The students wrote: “This reversal has left many dumbfounded — shocked that after a long and costly lawsuit in which Notre Dame asserted that it was against its Catholic values to play any part in providing contraceptives and abortifacients to employees and students, it would abruptly reverse course and willingly participate in such action.”
Among the Affleck-Graves affidavit statements the students cited was this: “It is Notre Dame’s sincerely held religious belief that it cannot become entangled with, or appear to facilitate, endorse, or accept, that which it believes to be contrary to Catholic faith.
“Notre Dame’s Catholic beliefs, therefore, prohibit it from paying for, facilitating access to, and/or becoming entangled in the provision of abortion-inducing products, contraception, sterilization or related counseling.”
The student letter called on Father Jenkins and the administration to respond, asking: “Do Jenkins, Affleck-Graves and the administration now claim that these same statements are untrue? Is Notre Dame no longer committed to the Catholic values that it testified to holding?”
A Dec. 16 letter was sent to Father Jenkins and signed by lawyers who are Notre Dame alumni. To date, it has garnered 71 signatures.

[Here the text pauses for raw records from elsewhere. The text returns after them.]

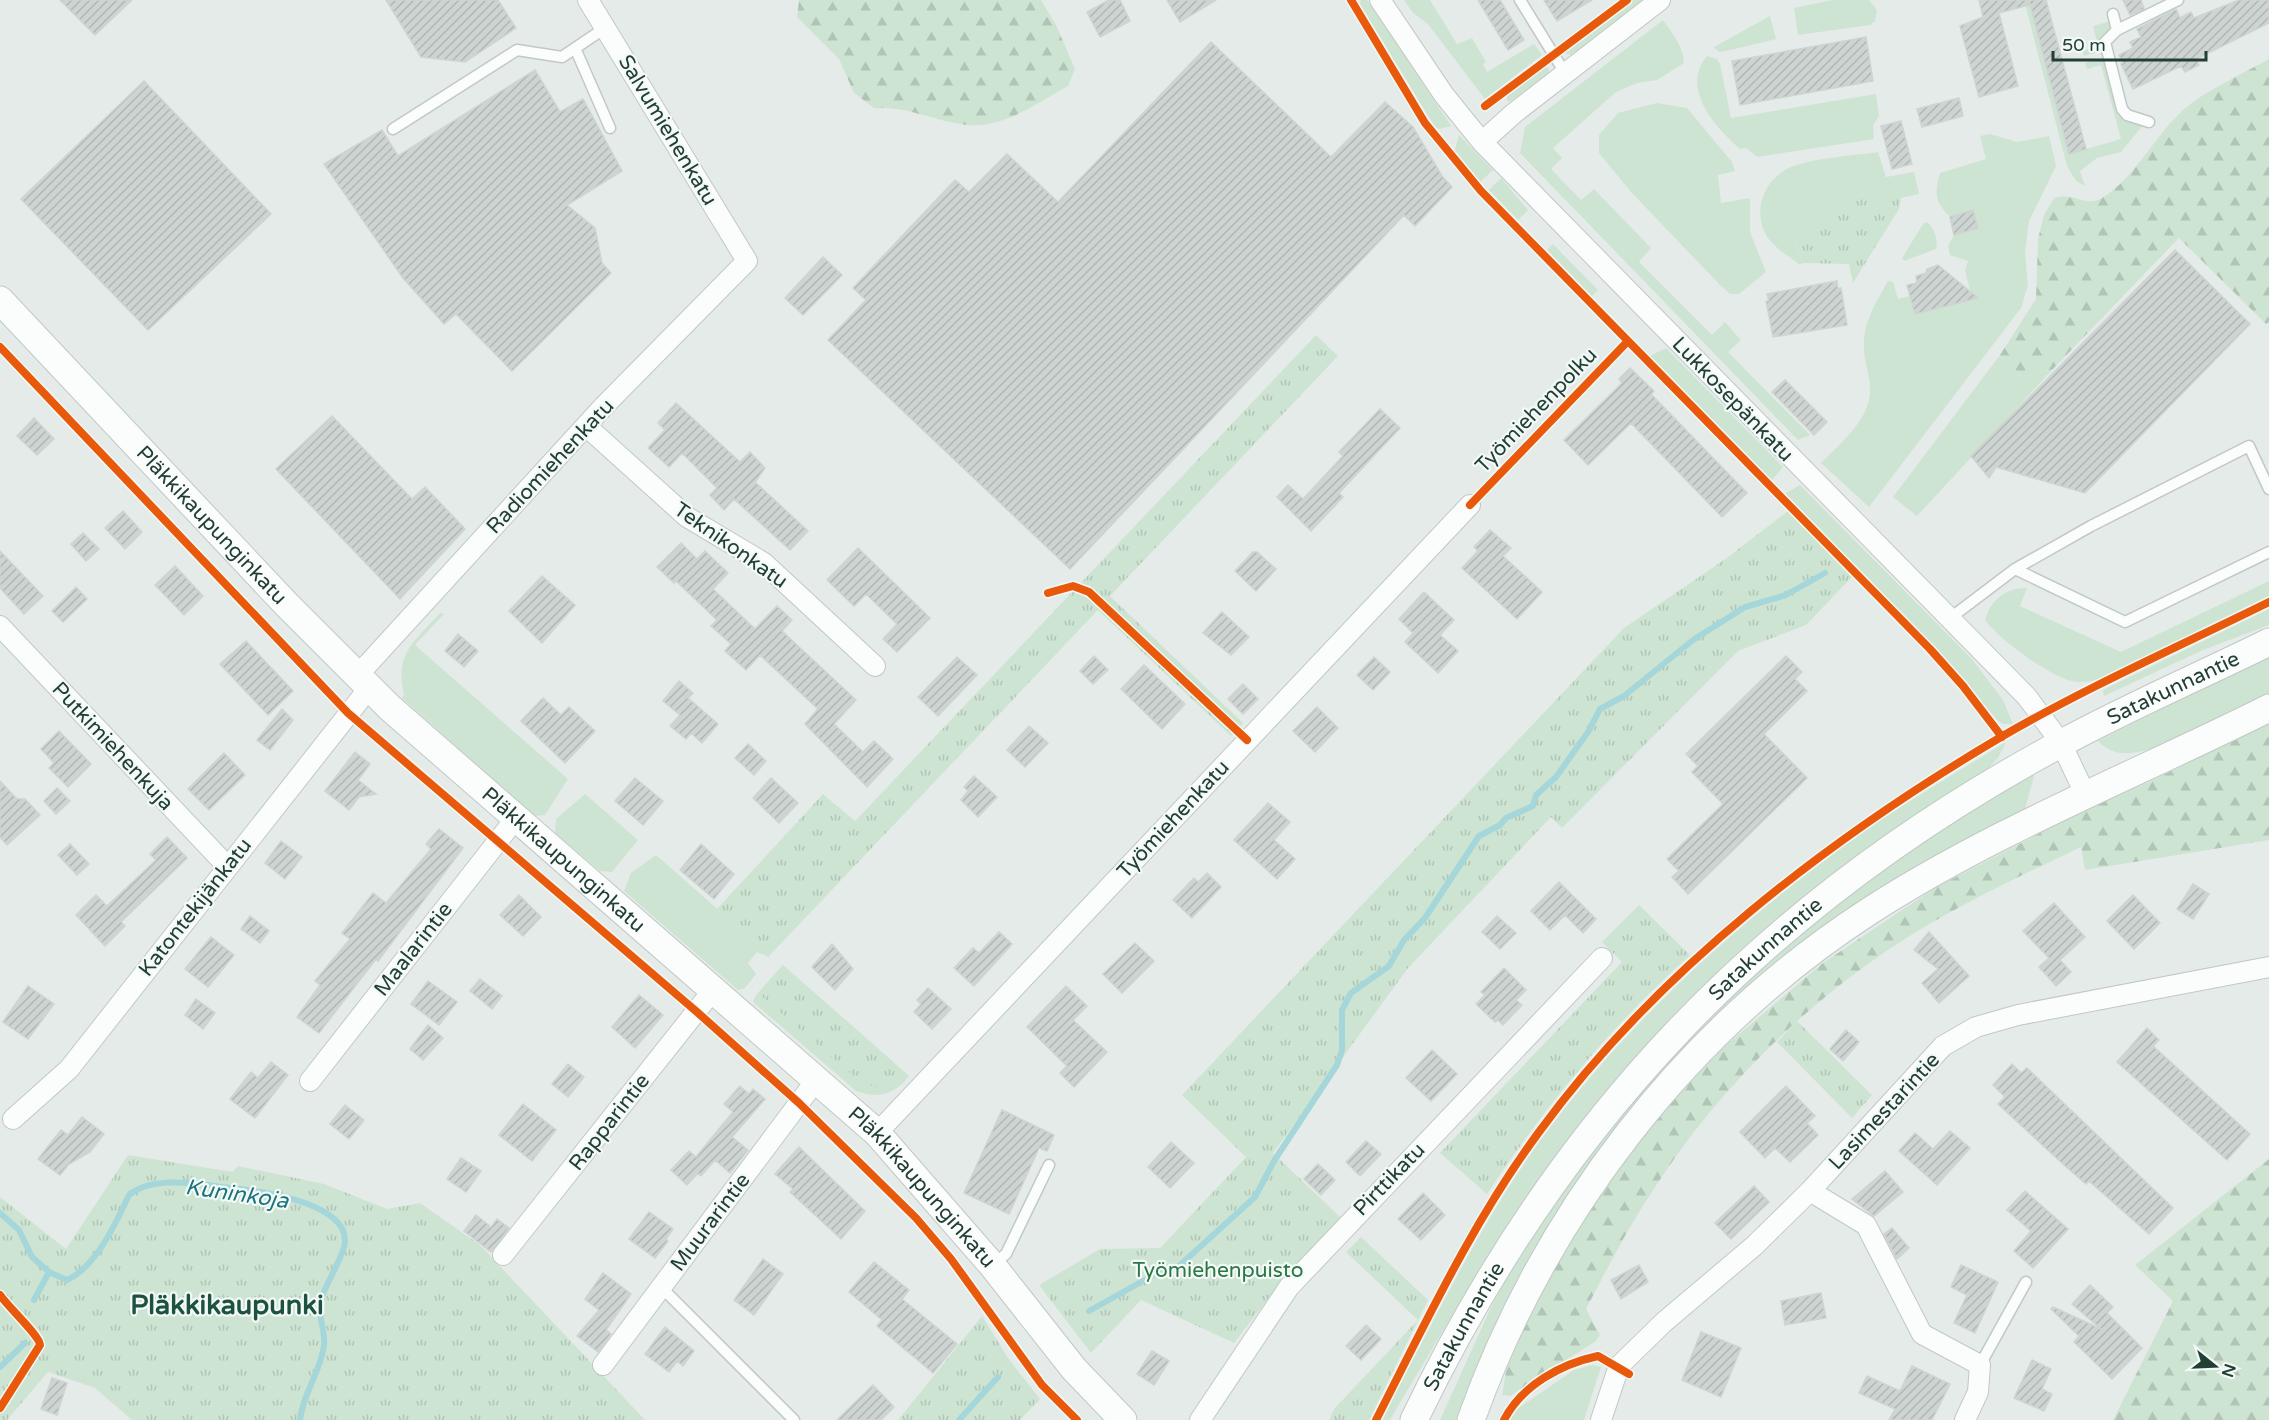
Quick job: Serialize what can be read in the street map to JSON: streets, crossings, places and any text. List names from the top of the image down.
{
  "streets": {
    "main road": ["Pläkkikaupunginkatu", "Satakunnantie"],
    "street": [
      "Salvumiehenkatu",
      "Lukkosepänkatu",
      "Radiomiehenkatu",
      "Teknikonkatu",
      "Putkimiehenkuja",
      "Työmiehenkatu",
      "Katontekijänkatu",
      "Maalarintie",
      "Lasimestarintie",
      "Rapparintie",
      "Pirttikatu",
      "Muurarintie"
    ],
    "cycle path": ["Työmiehenpolku"]
  },
  "crossings": [
    ["Salvumiehenkatu", "Radiomiehenkatu"],
    ["Lukkosepänkatu", "Satakunnantie"],
    ["Radiomiehenkatu", "Pläkkikaupunginkatu"],
    ["Radiomiehenkatu", "Teknikonkatu"],
    ["Radiomiehenkatu", "Katontekijänkatu"],
    ["Pläkkikaupunginkatu", "Työmiehenkatu"],
    ["Pläkkikaupunginkatu", "Katontekijänkatu"],
    ["Pläkkikaupunginkatu", "Maalarintie"],
    ["Pläkkikaupunginkatu", "Rapparintie"],
    ["Pläkkikaupunginkatu", "Muurarintie"],
    ["Putkimiehenkuja", "Katontekijänkatu"]
  ],
  "districts": ["Pläkkikaupunki"],
  "water": ["Kuninkoja"],
  "parks": ["Työmiehenpuisto"],
  "scale_bar": "50 m",
  "north": "right"
}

Referring to the Burwell suit, the lawyers warned that the university’s decision to retain the objectionable insurance coverage could appear to be “abuse by the university of the judicial process in its legal challenge to the Obamacare abortifacient/contraceptive mandate.”
The lawyers also cited the sworn testimony of Affleck-Graves, saying: “He described with considerable eloquence how the (HHS) mandate required actions contrary to the conscience of an authentically Catholic university (and) imposed a substantial burden on Notre Dame’s religious liberty.”
Notre Dame, they wrote, “is now doing voluntarily precisely what it said it could not do in good conscience and without giving scandal, particularly to its students.” And, they charged that “Notre Dame by all appearances took the time of the courts and the government with a pretend lawsuit.”
The lawyers urged Father Jenkins to provide an explanation that would “absolve the university from the charge of playing fast and loose with the courts or mitigate to some degree its blame,” if such an explanation exists. If there is no explanation, they wrote that the matter was serious enough to “demand action by the (Notre Dame) fellows or the board of trustees.”
“Remedial action should be taken, an accounting given to the Notre Dame community, and thoughtful consideration given to how amends might be made to the courts,” they said.
Browne, the university spokesman, told Catholic News Service that “Father Jenkins is currently reviewing Notre Dame policy on the issue and will have more to say on it soon.” He said the priest has been in discussion with, among others, Bishop Kevin C. Rhoades of Fort Wayne-South Bend.
Browne said the university originally sued HHS in 2011 because the mandate “violated the Religious Freedom Restoration Act and the First Amendment,” thus opening the door for further government interference in Catholic institutions.
“The successful resolution of our case,” Browne added, now allows the university “to fashion policies free from government interference that are based on Catholic principles, yet which seek to respect the plurality of religious traditions and convictions of over 5,000 employees that work at the university.”
In their Dec. 16 letter, the lawyers who are alumni said the “most obvious and effective” concrete measure to take “would be to exercise the right” the government gave the university to end the provision of abortifacients and contraceptives to students and employees, as you indicated initially you would do.
“This would rehabilitate the lawsuit insofar as is possible and would rescue Notre Dame and individuals in governance from being complicit with evil in the way so powerfully described by Dr. Affleck-Graves (in his 2013 affidavit),” they said. “As matters stand, it is because of Notre Dame that students and employees receive abortifacients and contraceptives.”